Association of Research Libraries (ARLĀ®)

http://www.arl.org/resources/pubs/symp2/hockey-2.shtml

Publications, Reports, Presentations

Scholarly Publishing on the Electronic Networks

SGML and the Text Encoding Initiative: What and Why?

Susan Hockey

Director, Center for Electronic Texts in the Humanities
Rutgers and Princeton Universities

Electronic texts which contain encoding or markup tags are much more useful than those without markup. For on-line searching, markup is needed to specify the document structure, so that text which is retrieved can be identified by its location within the text. That location may be chapter, page, verse, act, scene, title or whatever the units are which make up the text. Markup is also needed when sections of the text are to be searched, for example all the documents by author Smith or all those published later than 1980. For printing, markup is used to format the document or to indicate codes which drive a typesetter.

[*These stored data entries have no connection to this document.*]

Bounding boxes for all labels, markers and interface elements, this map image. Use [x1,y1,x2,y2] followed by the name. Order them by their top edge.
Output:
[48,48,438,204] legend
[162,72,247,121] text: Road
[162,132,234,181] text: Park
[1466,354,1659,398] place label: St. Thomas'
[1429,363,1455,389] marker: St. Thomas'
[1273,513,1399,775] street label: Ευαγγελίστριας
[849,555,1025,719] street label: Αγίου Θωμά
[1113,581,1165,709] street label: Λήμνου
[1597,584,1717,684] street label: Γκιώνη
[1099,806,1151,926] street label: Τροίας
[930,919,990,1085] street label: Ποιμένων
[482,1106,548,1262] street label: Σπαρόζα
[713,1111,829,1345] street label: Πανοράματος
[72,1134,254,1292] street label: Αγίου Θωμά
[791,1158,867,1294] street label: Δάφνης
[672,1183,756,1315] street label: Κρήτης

The history of encoding and markup shows the development of many different schemes. For the kinds of text analysis which scholars in the humanities have been performing for years, e.g. concordances and text retrieval, schemes were developed to denote the canonical reference structure of scholarly texts. Perhaps the best known example is COCOA, which was first devised for an archive of Older Scottish Texts in the 1960's and was later adopted by the COCOA concordance program and its successor OCP (the Oxford Concordance Program). The text retrieval program WordCruncher uses a markup scheme for references which gives three-level hierarchical structure within a text, reflecting Wordcruncher's first use for the Book of Mormon and the Bible. The Thesaurus Linguae Graecae (TLG), some 60 million words covering all the major works of Ancient Greek literature and based at Irvine, also developed its own markup scheme called beta code which has been used by some other biblical and ancient texts. At least ten other schemes have been in use in humanities computing.

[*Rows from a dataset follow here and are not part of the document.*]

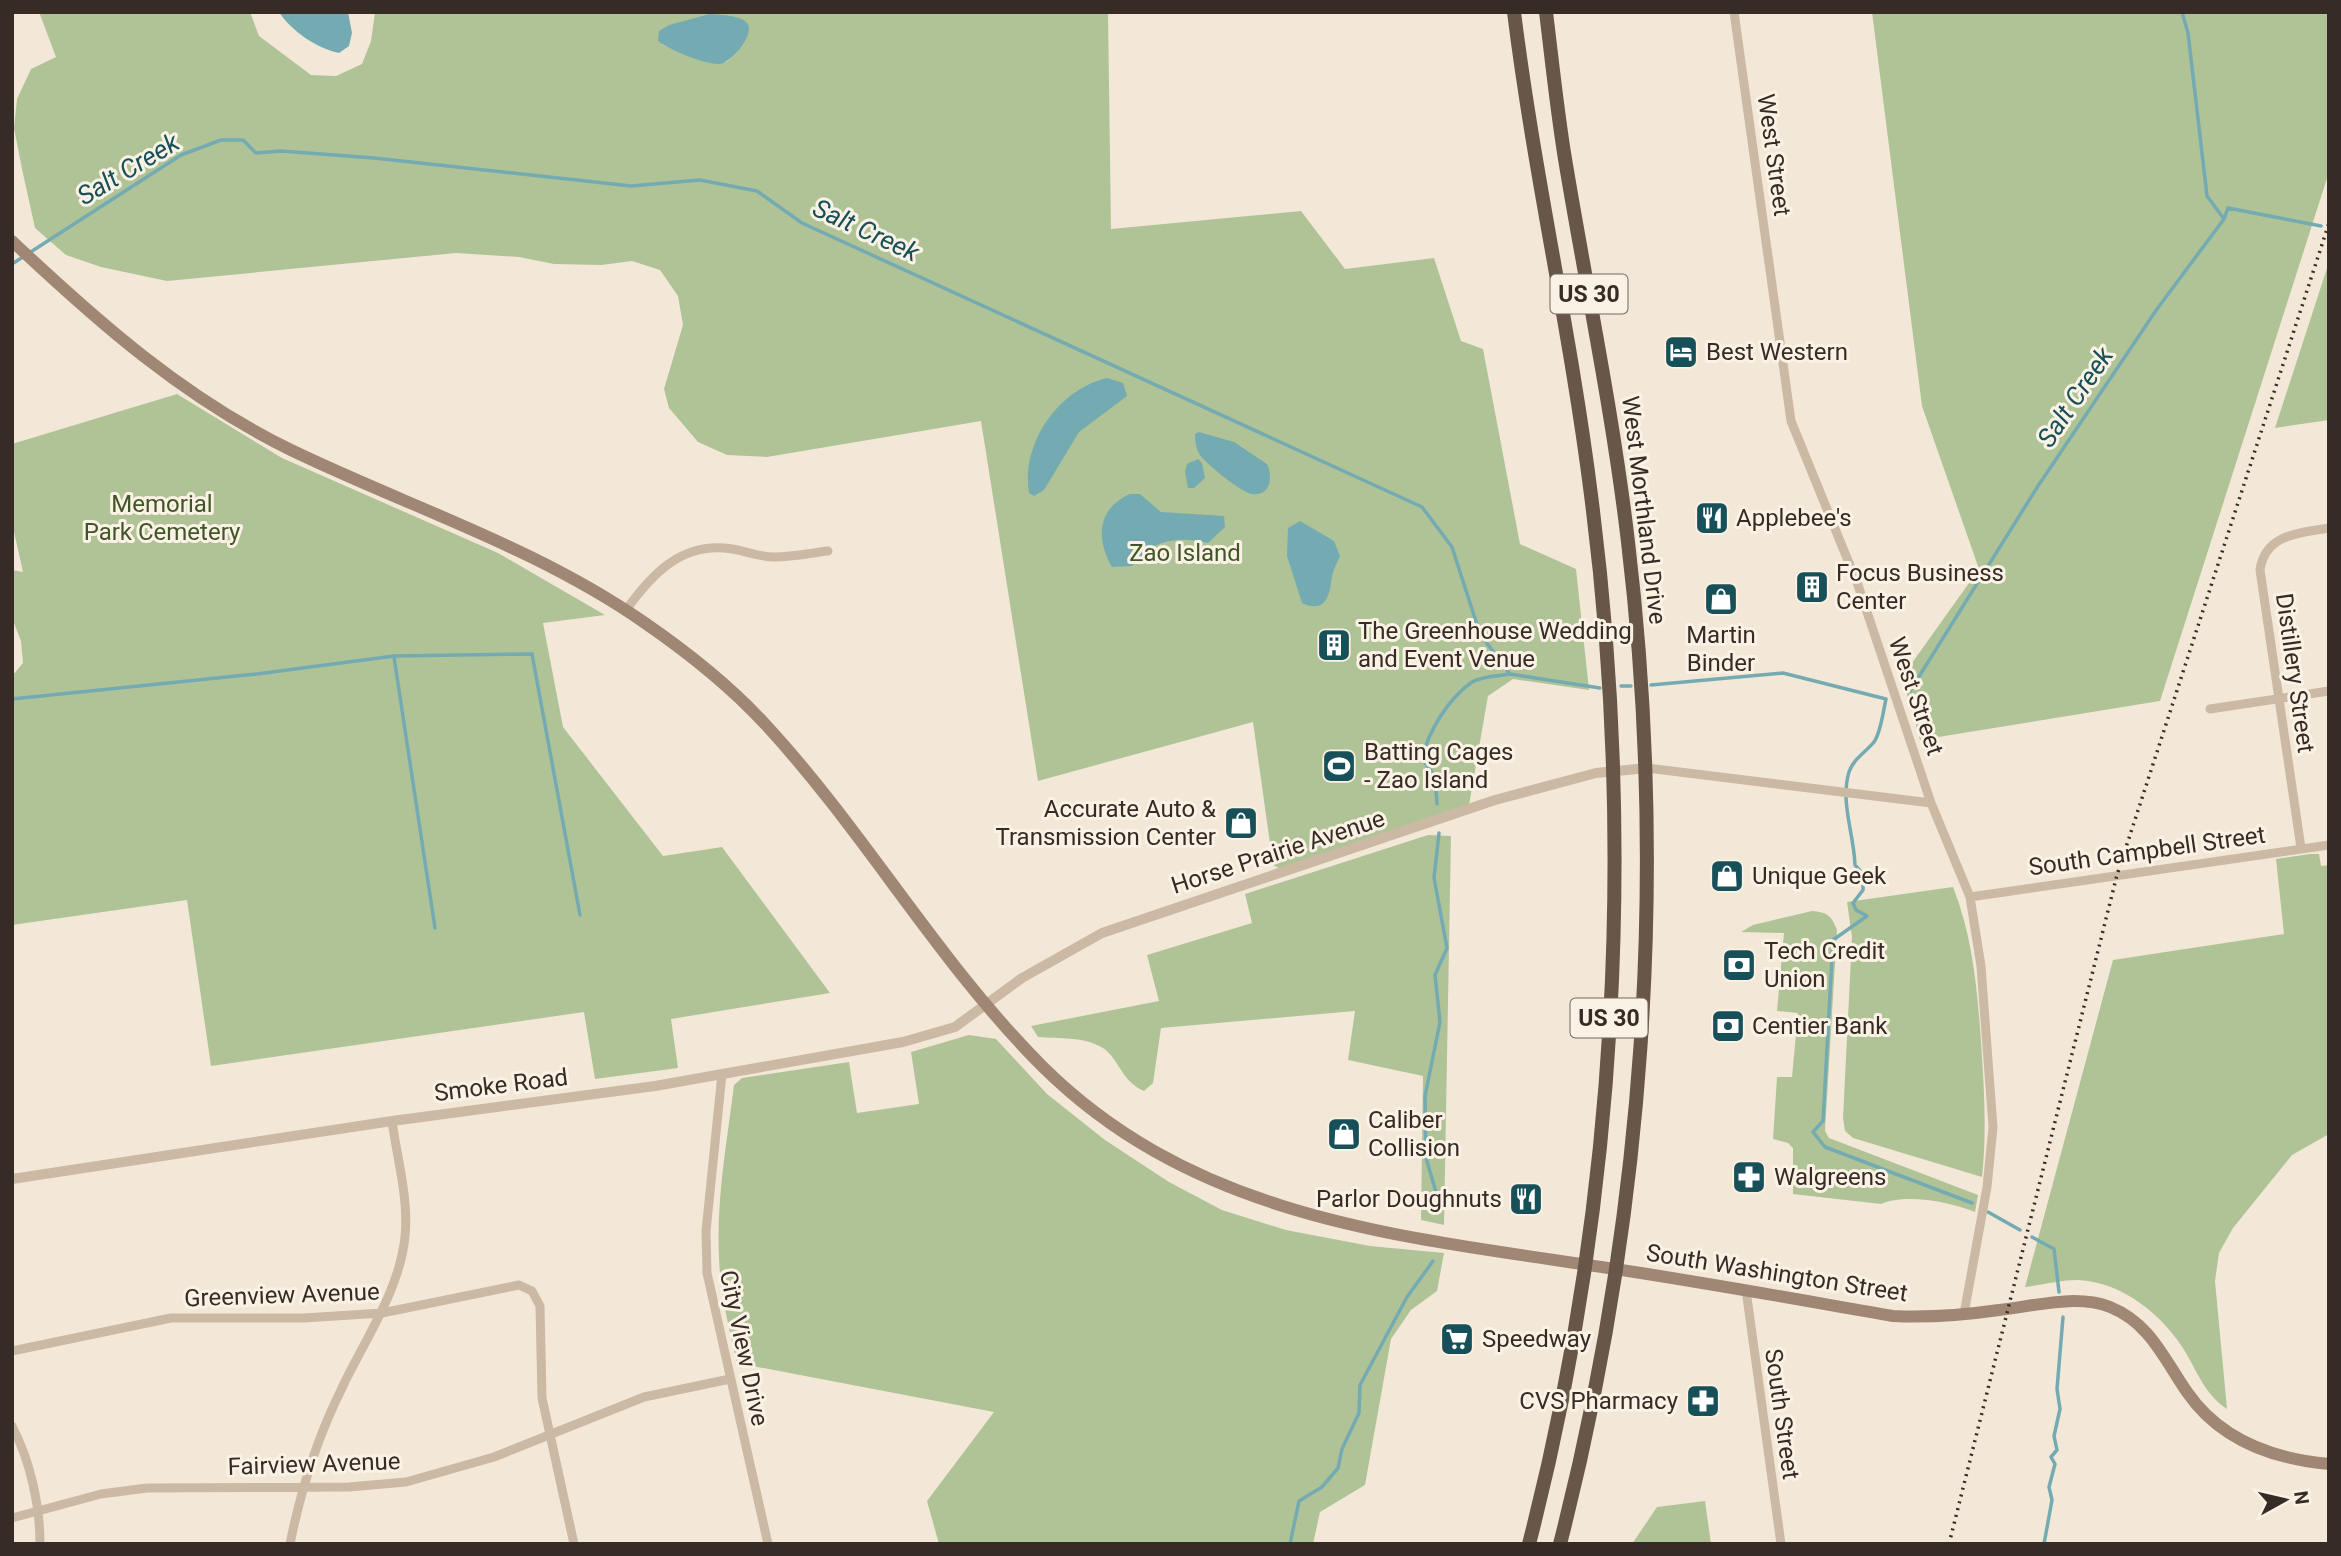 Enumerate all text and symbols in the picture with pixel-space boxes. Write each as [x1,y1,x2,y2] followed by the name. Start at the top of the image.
[1752,92,1796,218] street label: West Street
[72,126,185,211] water label: Salt Creek
[808,192,925,268] water label: Salt Creek
[1550,274,1628,314] road number: US 30
[1662,333,1700,371] hotel icon: Best Western
[1706,338,1848,366] place label: Best Western
[2031,340,2120,453] water label: Salt Creek
[1616,394,1672,626] street label: West Morthland Drive
[84,490,241,546] park label: Memorial Park Cemetery
[1693,499,1731,537] restaurant icon: Applebee's
[1736,504,1852,532] place label: Applebee's
[1129,539,1241,567] park label: Zao Island
[1836,559,2004,615] place label: Focus Business Center
[1793,568,1831,606] building icon: Focus Business Center
[1702,580,1740,618] shop icon: Martin Binder
[2270,591,2320,755] street label: Distillery Street
[1358,617,1632,673] place label: The Greenhouse Wedding and Event Venue
[1686,621,1756,677] place label: Martin Binder
[1315,626,1353,664] building icon: The Greenhouse Wedding and Event Venue
[1883,633,1949,759] street label: West Street
[1364,738,1514,794] place label: Batting Cages - Zao Island
[1320,747,1358,785] sports icon: Batting Cages - Zao Island
[996,795,1216,851] place label: Accurate Auto & Transmission Center
[1168,804,1388,900] street label: Horse Prairie Avenue
[1222,804,1260,842] shop icon: Accurate Auto & Transmission Center
[2027,821,2267,881] street label: South Campbell Street
[1708,857,1746,895] shop icon: Unique Geek
[1752,862,1887,890] place label: Unique Geek
[1764,937,1885,993] place label: Tech Credit Union
[1720,946,1758,984] bank icon: Tech Credit Union
[1570,998,1648,1037] road number: US 30
[1709,1007,1747,1045] bank icon: Centier Bank
[1752,1012,1888,1040] place label: Centier Bank
[432,1063,570,1107] street label: Smoke Road
[1368,1106,1460,1162] place label: Caliber Collision
[1325,1115,1363,1153] shop icon: Caliber Collision
[1730,1158,1768,1196] pharmacy icon: Walgreens
[1774,1163,1886,1191] place label: Walgreens
[1507,1180,1545,1218] restaurant icon: Parlor Doughnuts
[1316,1185,1502,1213] place label: Parlor Doughnuts
[1644,1239,1910,1308] street label: South Washington Street
[714,1268,774,1428] street label: City View Drive
[184,1278,380,1312] street label: Greenview Avenue
[1438,1320,1476,1358] supermarket icon: Speedway
[1482,1325,1592,1353] place label: Speedway
[1759,1347,1805,1481] street label: South Street
[1684,1382,1722,1420] pharmacy icon: CVS Pharmacy
[1519,1387,1679,1415] place label: CVS Pharmacy
[227,1447,401,1481] street label: Fairview Avenue
[2250,1465,2320,1535] north arrow
[2289,1489,2314,1506] text: N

For formatting and printing, a parallel group of markup schemes was developed, most notably that used by the typesetting program TEX, as well as Scribe, TROFF and some typesetter-specific schemes. The internal format used by some word processing programs is not unlike these markup schemes, all of which specify how text is to be printed, not what its intrinsic structure is. The inevitable result of this plethora of encoding schemes has been time wasted on conversion, lack of adequate documentation, texts unusable for any purpose other than that for which they were originally created, and the inability to extend the coding in a text.

A Standard Format -- SGML

In the fully electronic world, a standard format which can be used for many different purposes provides a way forward which will pay back the investment in it and yield texts which will be usable for many years. The same text should be used for different applications such as on-line searching, hypertext, and display and/or printing. The Standard Generalized Markup Language (SGML) now provides a means of creating such a text. SGML became an international standard in 1986. It is not itself an encoding scheme, but is a meta-language in which markup codes or tags can be defined. The principle of SGML is 'descriptive' not 'prescriptive', that is, it provides a means of describing or marking the components of a text. It does not prescribe what processes are to be performed on the text. That is the function of the particular computer program which operates on the text. Typical components of a text may be title, author, paragraph, chapter, act, scene, speech or features such as quotations, lists, names, addresses, dates etc. The components are marked by encoding tags within the texts and what is called an 'SGML application' provides the set of tags for one application area.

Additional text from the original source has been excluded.